Minggu, 30 Januari 2011

Saatnya MPR Turun Tangan, Atasi Konflik DPR-DPD

Irman Putra Sidin (Helmi/dok)
Politikindonesia - MPR perlu turun tangan menyelesaikan konflik antara Dewan Perwakilan Rakyat (DPR) dan Dewan Perwakilan Daerah (DPD) RI. Pertentangan kedua lembaga ini menyangkut kewenangan dalam pembahasan rancangan undang-undang, harus diakhiri.

"MPR perlu turun tangan menyelesaikan konflik dua kamar yang sama-sama ada di Senayan ini. Tak perlu jauh-jauh, di sekitarnya dulu diselesaikan," kata pakar hukum tata negara, Irman Putra Sidin dalam diskusi mengenai arogansi politik dan refleksi legislasi di Gedung DPD, Senayan, akhir pekan ini.

Bisa disebutkan, konflik lembaga itu menunjukkan ego masing-masing mengenai kewenangannya dalam proses legislasi. Pasalnya, DPD ingin berperan lebih besar dalam pembahasan RUU, terutama yang menyangkut kepentingan daerah. Tetapi, DPR tidak mau menerima hal itu, karena merasa lebih berwenang menentukan segalanya.

Dalam pandangan Irman, proses relasi ketatanegaraan antara DPR dan DPD masih sulit mendapatkan bentuk sesungguhnya antara daerah dan kekuasaan politik di DPR.

Yang harus disadari, DPD tidak hanya kerja semata sebagai parlemen. Intinya, DPD harus dilihat sebagai keinginan daerah-daerah di seluruh Indonesia, untuk mengambil peran sebagai aktor utama dalam kebijakan nasional.

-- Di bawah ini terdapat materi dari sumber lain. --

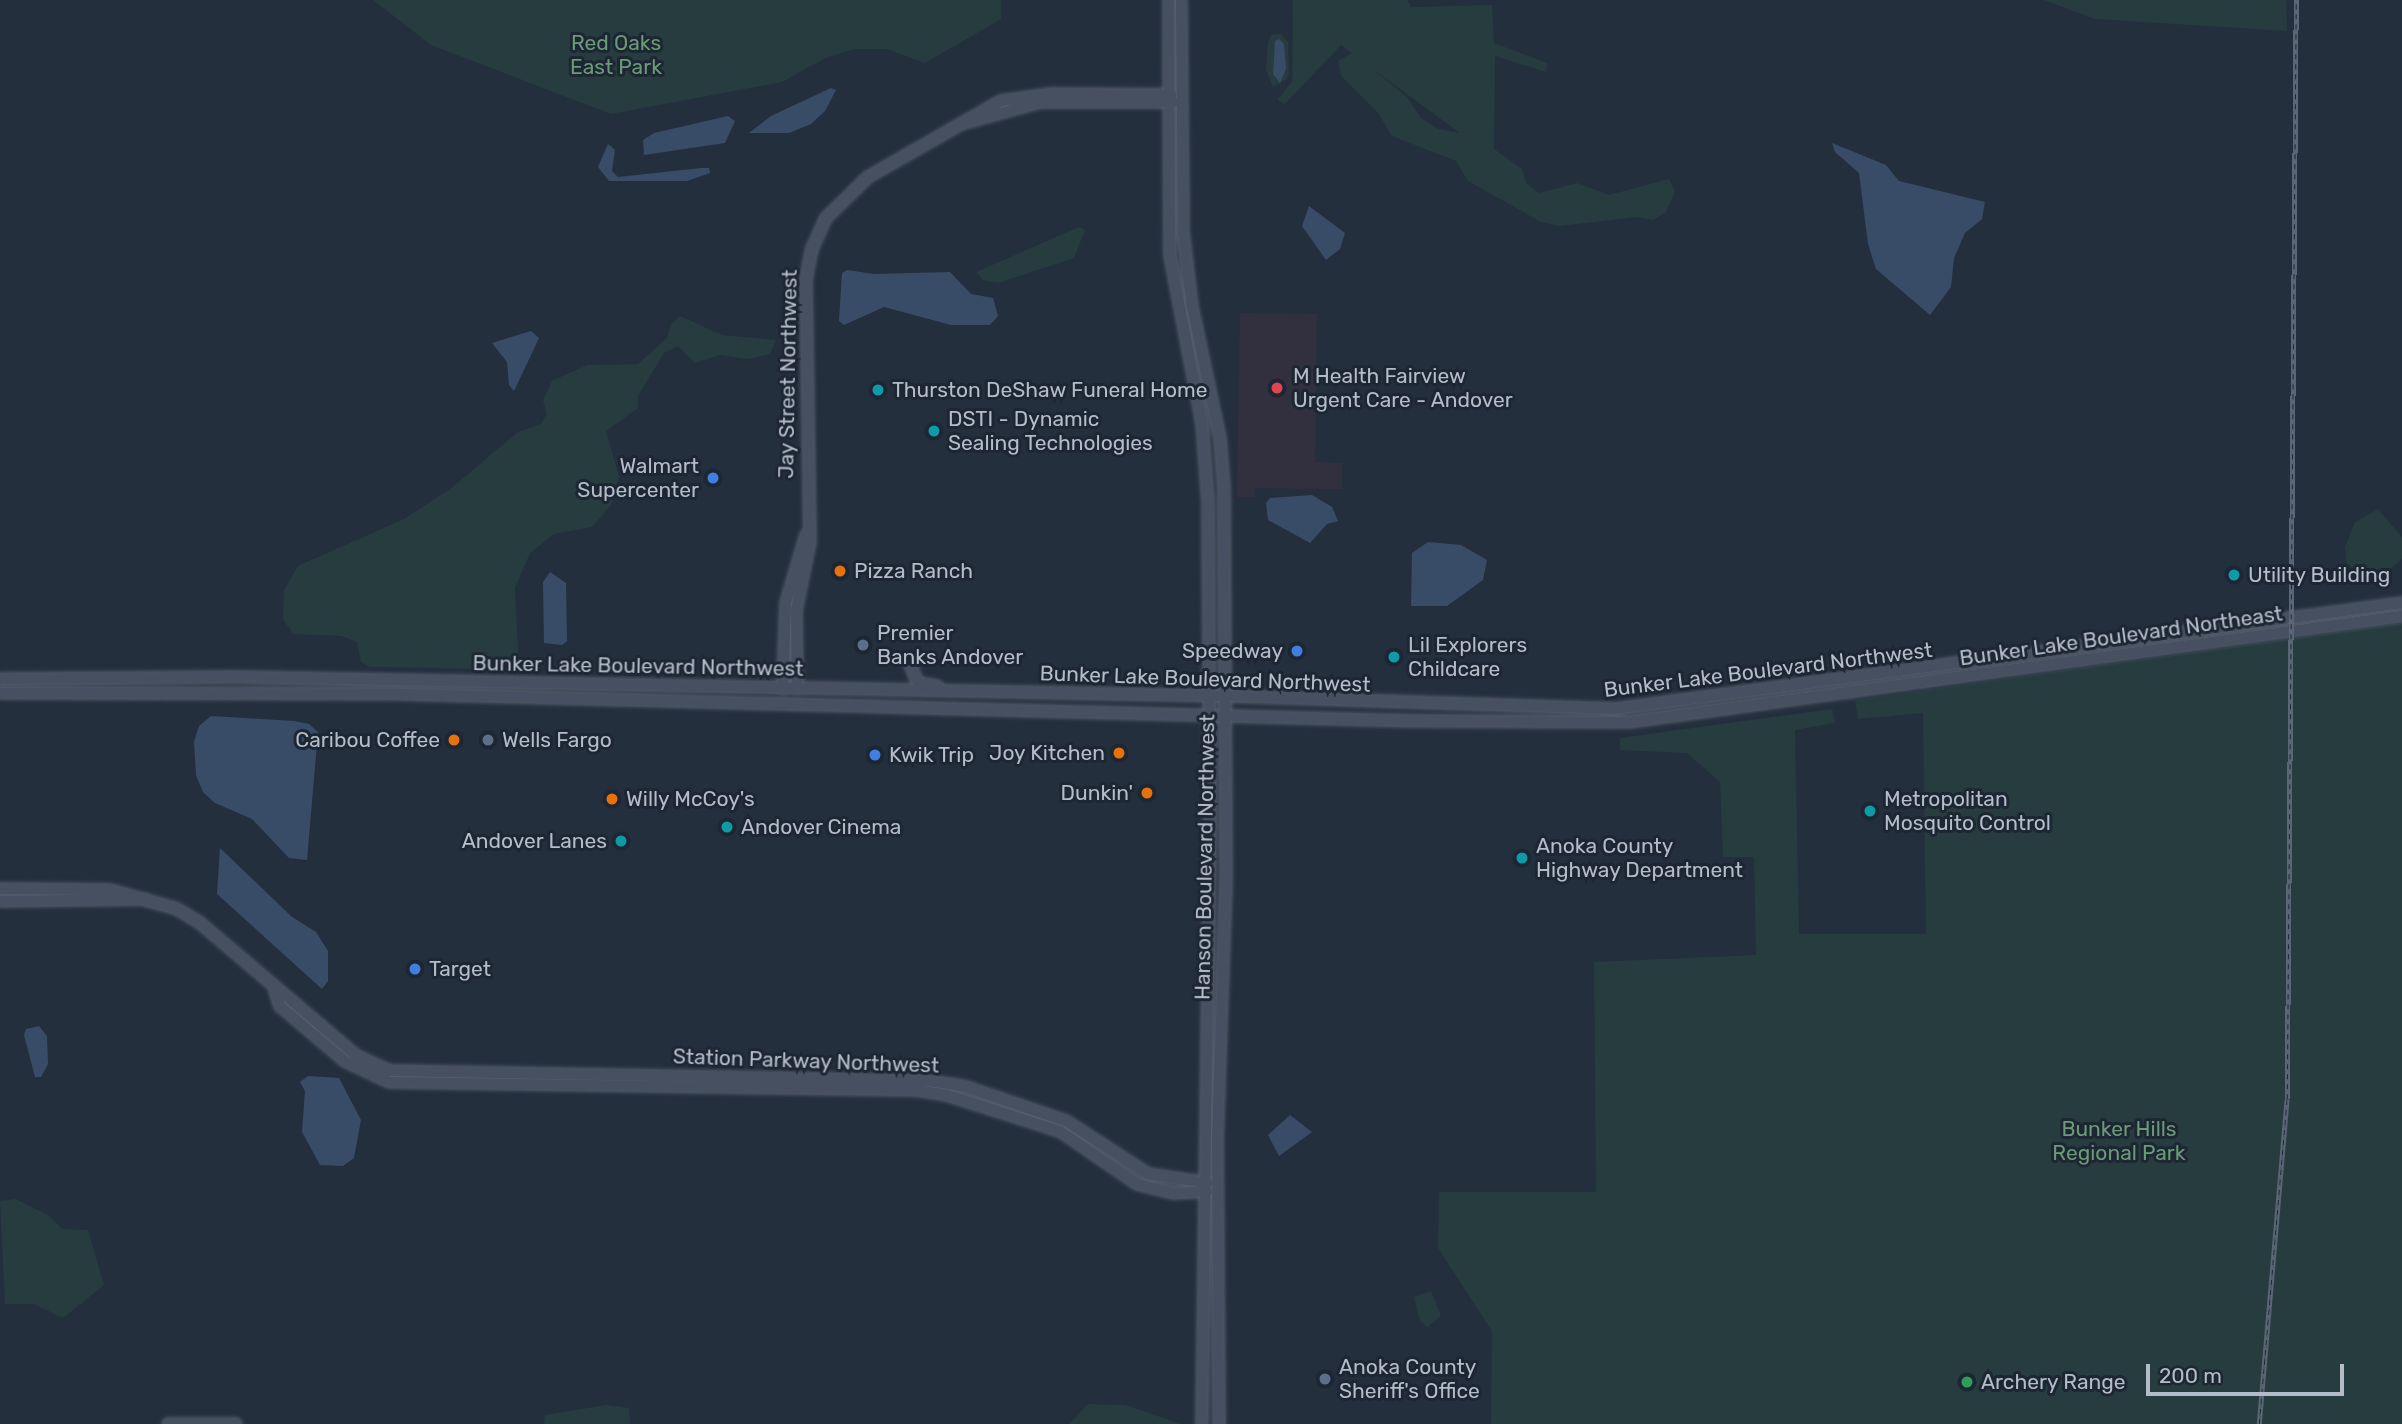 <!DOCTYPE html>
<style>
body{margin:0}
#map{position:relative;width:2402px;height:1424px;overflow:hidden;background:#242f3e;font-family:Rubik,sans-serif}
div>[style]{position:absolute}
.medical>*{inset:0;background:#32303f}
.green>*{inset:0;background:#263c3f}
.water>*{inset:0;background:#394c67}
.roads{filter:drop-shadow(0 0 2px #565f6c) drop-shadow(0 0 2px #565f6c)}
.secondary>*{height:10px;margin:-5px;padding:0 5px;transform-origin:5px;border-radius:5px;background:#465061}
.rail>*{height:4.5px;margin-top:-2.25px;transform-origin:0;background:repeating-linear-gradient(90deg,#1d2633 0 5px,#5a6575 0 10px);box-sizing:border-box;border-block:2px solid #5a6575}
.dots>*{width:19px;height:19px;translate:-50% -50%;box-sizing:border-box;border:4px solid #1d2633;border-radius:50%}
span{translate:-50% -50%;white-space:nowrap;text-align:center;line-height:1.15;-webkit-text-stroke:6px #1d2633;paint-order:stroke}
.park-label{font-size:21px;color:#6b9a76}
.street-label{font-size:21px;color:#b4bcc9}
.poi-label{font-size:21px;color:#b4bcc9}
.left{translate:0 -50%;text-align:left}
.right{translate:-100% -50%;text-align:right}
.scale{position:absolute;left:2146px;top:1364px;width:198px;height:32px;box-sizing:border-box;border:4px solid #b4bcc9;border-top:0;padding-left:9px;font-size:21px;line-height:24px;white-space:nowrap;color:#b4bcc9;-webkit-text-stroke:5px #1d2633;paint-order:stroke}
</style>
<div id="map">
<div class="medical">
<i style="clip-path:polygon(1240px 313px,1317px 314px,1315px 462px,1342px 463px,1342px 489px,1255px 488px,1254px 497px,1237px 497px)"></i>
</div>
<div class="green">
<i style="clip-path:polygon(373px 0,1001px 0,1001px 19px,925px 63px,887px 49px,854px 49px,825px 58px,782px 82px,611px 114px,431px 45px)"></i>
<i style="clip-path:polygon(evenodd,1293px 0,1407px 0,1411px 7px,1492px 5px,1494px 43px,1547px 63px,1546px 72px,1495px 56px,1494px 149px,1522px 169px,1526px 183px,1539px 193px,1577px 183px,1609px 195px,1669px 179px,1675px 191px,1666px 212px,1653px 220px,1636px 217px,1560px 226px,1541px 222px,1468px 181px,1456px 161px,1392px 136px,1378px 113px,1342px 77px,1338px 61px,1352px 53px,1341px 45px,1285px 104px,1277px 100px,1292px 82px,1293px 0,1370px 67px,1460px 133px,1438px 129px,1421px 118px,1407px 97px,1370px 67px)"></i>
<i style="clip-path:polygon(2044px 0,2286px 0,2287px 31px,2095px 19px)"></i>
<i style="clip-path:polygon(1280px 34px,1288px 42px,1289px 74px,1286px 80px,1273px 87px,1266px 70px,1268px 42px,1271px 35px)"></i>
<i style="clip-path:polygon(1079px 227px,1085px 230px,1074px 258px,998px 283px,983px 280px,976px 272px)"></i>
<i style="clip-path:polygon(680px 316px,722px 335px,776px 340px,770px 354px,748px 359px,720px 355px,695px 363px,678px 346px,664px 353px,638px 396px,638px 408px,606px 431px,619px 477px,611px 505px,592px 527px,554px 534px,530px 553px,515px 588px,519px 670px,370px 667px,361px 662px,357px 642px,342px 636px,293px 634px,283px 619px,284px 590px,298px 566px,404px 519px,450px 489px,518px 432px,541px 424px,547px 414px,543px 400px,552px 381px,587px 365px,638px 364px,667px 338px,671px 324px)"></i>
<i style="clip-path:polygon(2378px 509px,2402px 537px,2402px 559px,2373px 583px,2355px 572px,2346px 561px,2345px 547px,2355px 522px)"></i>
<i style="clip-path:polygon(2402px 623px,2402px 1424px,1491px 1424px,1492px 1331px,1438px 1248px,1439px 1192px,1596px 1192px,1594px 962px,1756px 955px,1754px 857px,1723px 857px,1720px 782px,1687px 753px,1620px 750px,1620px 738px,1832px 709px,1835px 723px,1795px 730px,1799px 934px,1926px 934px,1923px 713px,1858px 719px,1855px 700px)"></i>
<i style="clip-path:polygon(15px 1199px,48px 1215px,62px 1229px,88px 1230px,104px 1285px,63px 1318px,34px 1304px,5px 1304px,0 1201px)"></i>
<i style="clip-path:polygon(1431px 1291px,1441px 1316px,1427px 1327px,1420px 1321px,1414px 1297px)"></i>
<i style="clip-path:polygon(1088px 1404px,1125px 1405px,1181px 1424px,1069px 1424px)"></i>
<i style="clip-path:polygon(606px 1405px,629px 1408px,630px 1424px,544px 1424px,545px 1415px)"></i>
</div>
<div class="water">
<i style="clip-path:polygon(1279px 39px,1284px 44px,1286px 69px,1280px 83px,1273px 74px,1275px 41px)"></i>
<i style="clip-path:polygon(831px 88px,836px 90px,825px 111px,811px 124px,789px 133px,749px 133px,771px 116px)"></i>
<i style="clip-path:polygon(728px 116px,735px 121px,725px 143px,644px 155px,643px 140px,654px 133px)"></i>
<i style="clip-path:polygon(1832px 143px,1886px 165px,1899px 181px,1985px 202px,1982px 219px,1965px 233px,1954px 258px,1951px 287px,1930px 315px,1876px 269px,1868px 244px,1859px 173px,1835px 152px)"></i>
<i style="clip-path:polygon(608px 144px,615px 150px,612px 171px,618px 177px,701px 168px,709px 168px,710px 173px,687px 181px,609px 181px,598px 167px)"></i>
<i style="clip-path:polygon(1309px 206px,1345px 233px,1340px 249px,1326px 260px,1302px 226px)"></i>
<i style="clip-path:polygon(847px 270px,874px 274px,950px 272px,971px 294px,993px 298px,998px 316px,990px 325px,951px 325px,884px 307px,844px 325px,839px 321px,842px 273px)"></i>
<i style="clip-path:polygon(531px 331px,539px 338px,514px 391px,509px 385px,507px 362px,492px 343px)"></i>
<i style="clip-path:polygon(1312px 495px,1332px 507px,1338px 521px,1327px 524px,1310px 543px,1268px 520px,1266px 503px,1270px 498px)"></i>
<i style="clip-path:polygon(1428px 542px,1461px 545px,1487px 560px,1483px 580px,1447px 606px,1411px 606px,1412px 553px)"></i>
<i style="clip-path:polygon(550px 572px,566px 583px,567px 641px,562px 645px,544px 643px,543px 582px)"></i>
<i style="clip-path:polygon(211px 716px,294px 721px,309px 724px,318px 732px,307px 860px,289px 858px,252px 819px,215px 803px,203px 792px,196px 775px,194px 742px,199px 726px)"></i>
<i style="clip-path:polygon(220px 848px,292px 917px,316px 932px,328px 951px,328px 981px,322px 989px,217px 894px)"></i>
<i style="clip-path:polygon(39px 1026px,47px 1036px,48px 1064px,41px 1077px,35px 1077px,24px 1035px,26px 1029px)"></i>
<i style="clip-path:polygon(308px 1076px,339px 1078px,361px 1120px,354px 1158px,343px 1166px,320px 1165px,302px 1132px,305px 1091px,300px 1082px)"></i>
<i style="clip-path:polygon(1290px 1115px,1312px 1132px,1279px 1156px,1268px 1135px)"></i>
</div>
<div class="roads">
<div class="secondary">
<i style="left:1169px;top:0;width:255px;rotate:89.8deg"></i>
<i style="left:1170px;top:255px;width:170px;rotate:79.2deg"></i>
<i style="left:1202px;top:422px;width:79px;rotate:85.7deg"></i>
<i style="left:1208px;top:501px;width:326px;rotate:89.6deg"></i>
<i style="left:1210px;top:827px;width:597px;rotate:90.77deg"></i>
<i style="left:1181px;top:0;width:232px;rotate:89.5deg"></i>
<i style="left:1183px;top:232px;width:76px;rotate:83.2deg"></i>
<i style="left:1192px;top:307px;width:135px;rotate:78deg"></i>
<i style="left:1220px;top:439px;width:51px;rotate:85.5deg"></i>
<i style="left:1224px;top:490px;width:391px;rotate:89.7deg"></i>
<i style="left:1226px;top:881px;width:257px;rotate:92deg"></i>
<i style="left:1217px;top:1138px;width:286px;rotate:89.6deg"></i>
<i style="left:964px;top:123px;width:79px;rotate:-15.4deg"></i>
<i style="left:1040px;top:102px;width:133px"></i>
<i style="left:909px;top:662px;width:23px;rotate:67deg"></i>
<i style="left:918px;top:683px;width:20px;rotate:9deg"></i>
<i style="left:0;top:679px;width:237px;rotate:-0.5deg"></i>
<i style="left:237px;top:677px;width:989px;rotate:1.1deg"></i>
<i style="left:1226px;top:696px;width:389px;rotate:1.9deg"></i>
<i style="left:1615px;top:709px;width:794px;rotate:-7.67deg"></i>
<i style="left:783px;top:689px;width:86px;rotate:-88deg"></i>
<i style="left:786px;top:603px;width:71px;rotate:-73.6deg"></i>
<i style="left:797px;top:689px;width:79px;rotate:-90.7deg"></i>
<i style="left:796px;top:610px;width:69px;rotate:-78.4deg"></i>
<i style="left:810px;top:542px;width:263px;rotate:-90.9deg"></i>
<i style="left:806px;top:279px;width:31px;rotate:-79deg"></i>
<i style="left:812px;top:249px;width:34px;rotate:-66deg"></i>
<i style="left:826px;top:218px;width:59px;rotate:-44.3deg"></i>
<i style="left:868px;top:177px;width:153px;rotate:-29.7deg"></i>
<i style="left:1001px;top:101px;width:51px;rotate:-7.8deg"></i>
<i style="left:1052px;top:94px;width:119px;rotate:0.5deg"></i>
<i style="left:0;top:693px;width:405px;rotate:0.1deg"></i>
<i style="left:405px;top:694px;width:1010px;rotate:1.53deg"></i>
<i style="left:1415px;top:721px;width:214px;rotate:0.3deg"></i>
<i style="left:1629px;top:722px;width:780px;rotate:-7.81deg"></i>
<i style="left:0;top:889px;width:110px;rotate:0.5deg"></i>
<i style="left:110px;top:890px;width:70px;rotate:15.8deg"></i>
<i style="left:177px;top:909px;width:26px;rotate:31deg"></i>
<i style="left:199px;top:922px;width:205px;rotate:40.4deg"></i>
<i style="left:355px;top:1055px;width:38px;rotate:25deg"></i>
<i style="left:390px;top:1071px;width:539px;rotate:1.06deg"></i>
<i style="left:929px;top:1081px;width:37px;rotate:9deg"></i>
<i style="left:966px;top:1087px;width:106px;rotate:18.8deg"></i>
<i style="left:1066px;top:1121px;width:98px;rotate:32.9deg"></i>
<i style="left:1148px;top:1174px;width:60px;rotate:8.7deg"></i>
<i style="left:0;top:901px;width:145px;rotate:-0.8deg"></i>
<i style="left:275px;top:991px;width:16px;rotate:72deg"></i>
<i style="left:280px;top:1006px;width:85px;rotate:40.2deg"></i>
<i style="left:345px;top:1061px;width:49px;rotate:25.5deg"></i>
<i style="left:389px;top:1082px;width:528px;rotate:0.87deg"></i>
<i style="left:917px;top:1090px;width:30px;rotate:9deg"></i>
<i style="left:947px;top:1095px;width:119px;rotate:17.7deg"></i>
<i style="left:1060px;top:1131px;width:93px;rotate:34.5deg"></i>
<i style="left:1137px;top:1184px;width:38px;rotate:14deg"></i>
<i style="left:1174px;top:1193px;width:33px;rotate:-3deg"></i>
<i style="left:168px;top:1424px;width:68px"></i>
</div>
</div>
<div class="rail">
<i style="left:2259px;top:1424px;width:326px;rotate:-85.1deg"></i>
<i style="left:2287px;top:1099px;width:1099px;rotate:-89.53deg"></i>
</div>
<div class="dots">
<i style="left:1277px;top:388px;background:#e0444e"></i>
<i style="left:878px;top:390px;background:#0f9aa8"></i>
<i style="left:934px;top:431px;background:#0f9aa8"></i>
<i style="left:713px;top:478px;background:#3f7fe0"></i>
<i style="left:840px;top:571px;background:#e8710a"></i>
<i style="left:2234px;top:575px;background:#0f9aa8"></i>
<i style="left:863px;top:645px;background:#5c6f8a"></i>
<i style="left:1297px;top:651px;background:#3f7fe0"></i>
<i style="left:1394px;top:657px;background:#0f9aa8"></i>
<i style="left:454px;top:740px;background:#e8710a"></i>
<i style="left:488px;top:740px;background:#5c6f8a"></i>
<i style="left:1119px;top:753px;background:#e8710a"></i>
<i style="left:875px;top:755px;background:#3f7fe0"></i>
<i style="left:1147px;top:793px;background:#e8710a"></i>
<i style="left:612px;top:799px;background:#e8710a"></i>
<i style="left:1870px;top:811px;background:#0f9aa8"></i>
<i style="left:727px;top:827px;background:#0f9aa8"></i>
<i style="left:621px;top:841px;background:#0f9aa8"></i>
<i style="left:1522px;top:858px;background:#0f9aa8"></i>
<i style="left:415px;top:969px;background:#3f7fe0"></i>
<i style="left:1325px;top:1379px;background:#5c6f8a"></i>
<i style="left:1967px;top:1382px;background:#2e9e5b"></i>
</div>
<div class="park-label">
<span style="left:616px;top:55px">Red Oaks<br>East Park</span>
<span style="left:2119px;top:1141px">Bunker Hills<br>Regional Park</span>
</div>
<div class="street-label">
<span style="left:788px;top:374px;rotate:-89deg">Jay Street Northwest</span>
<span style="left:2121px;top:636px;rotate:-8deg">Bunker Lake Boulevard Northeast</span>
<span style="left:638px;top:666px;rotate:1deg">Bunker Lake Boulevard Northwest</span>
<span style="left:1768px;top:670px;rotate:-7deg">Bunker Lake Boulevard Northwest</span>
<span style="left:1205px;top:679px;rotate:2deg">Bunker Lake Boulevard Northwest</span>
<span style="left:1205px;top:857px;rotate:-89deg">Hanson Boulevard Northwest</span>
<span style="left:806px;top:1061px;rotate:2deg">Station Parkway Northwest</span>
</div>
<div class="poi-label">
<span class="left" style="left:1293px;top:388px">M Health Fairview<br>Urgent Care - Andover</span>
<span class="left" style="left:892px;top:390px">Thurston DeShaw Funeral Home</span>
<span class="left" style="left:948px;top:431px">DSTI - Dynamic<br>Sealing Technologies</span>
<span class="right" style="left:699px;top:478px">Walmart<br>Supercenter</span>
<span class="left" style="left:854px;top:571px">Pizza Ranch</span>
<span class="left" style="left:2248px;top:575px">Utility Building</span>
<span class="left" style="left:877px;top:645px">Premier<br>Banks Andover</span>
<span class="left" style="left:1408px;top:657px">Lil Explorers<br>Childcare</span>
<span class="right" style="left:1283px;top:651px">Speedway</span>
<span class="right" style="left:440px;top:740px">Caribou Coffee</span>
<span class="left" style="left:502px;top:740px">Wells Fargo</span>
<span class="right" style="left:1105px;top:753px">Joy Kitchen</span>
<span class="left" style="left:889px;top:755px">Kwik Trip</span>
<span class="right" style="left:1133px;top:793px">Dunkin'</span>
<span class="left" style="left:626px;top:799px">Willy McCoy's</span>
<span class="left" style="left:1884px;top:811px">Metropolitan<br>Mosquito Control</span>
<span class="left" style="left:741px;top:827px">Andover Cinema</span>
<span class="right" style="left:607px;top:841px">Andover Lanes</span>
<span class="left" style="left:1536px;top:858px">Anoka County<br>Highway Department</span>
<span class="left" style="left:429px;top:969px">Target</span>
<span class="left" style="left:1339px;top:1379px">Anoka County<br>Sheriff's Office</span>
<span class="left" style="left:1981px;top:1382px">Archery Range</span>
</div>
<div class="scale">200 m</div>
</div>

Seharusnya, setelah perubahan UU tentang Susunan Kedudukan (Susduk) menjadi Undang Undang MPR/DPR/DPD dan DPRD (MD3), konflik DPD-DPR pelan-pelan tereduksi. Namun, faktanya DPR belum bisa menerima kehadiran daerah (DPD), untuk terlibat dalam pembahasan kebijakan RUU.

"Sesungguhnya ini yang harus direnungkan kembali oleh DPR. Karena, masalahnya sudah konstitusional atau tidak, atau arogansi tanda kutip. Mungkin juga ketidaktahuan atau ada konflik pribadi, sehingga membawa-bawa nama lembaga," kata Irman Putra Sidin.


Menafikan Bikameral



Pengamat politik dari LIPI, Siti Zuhro mengatakan DPR menafikan kesepakatan adanya bentuk bikameral, dengan tidak mengakomodasi keberadaan DPD. Ia berpendapat, kesetaraan itu yang tidak ada.

Karena itu, kata Siti Zuhro, pantas kalau disebutkan ada arogansi kelembagaan yang ditunjukkan DPR. Karena ada upaya untuk mengerdilkan DPD secara jelas dan nyata dari pihak DPR. Ada kesengajaan DPR menyepelekan keberadaan dan upaya DPD untuk menunjukkan kinerjanya.

DPD sudah sangat serius merespon kekinian masalah, dalam hal ini berusaha merumuskan dan menuangkan dalam bentuk RUUK. Namun DPR tidak memberikan semangat, justru mendemoralisasi dan melumpuhkan.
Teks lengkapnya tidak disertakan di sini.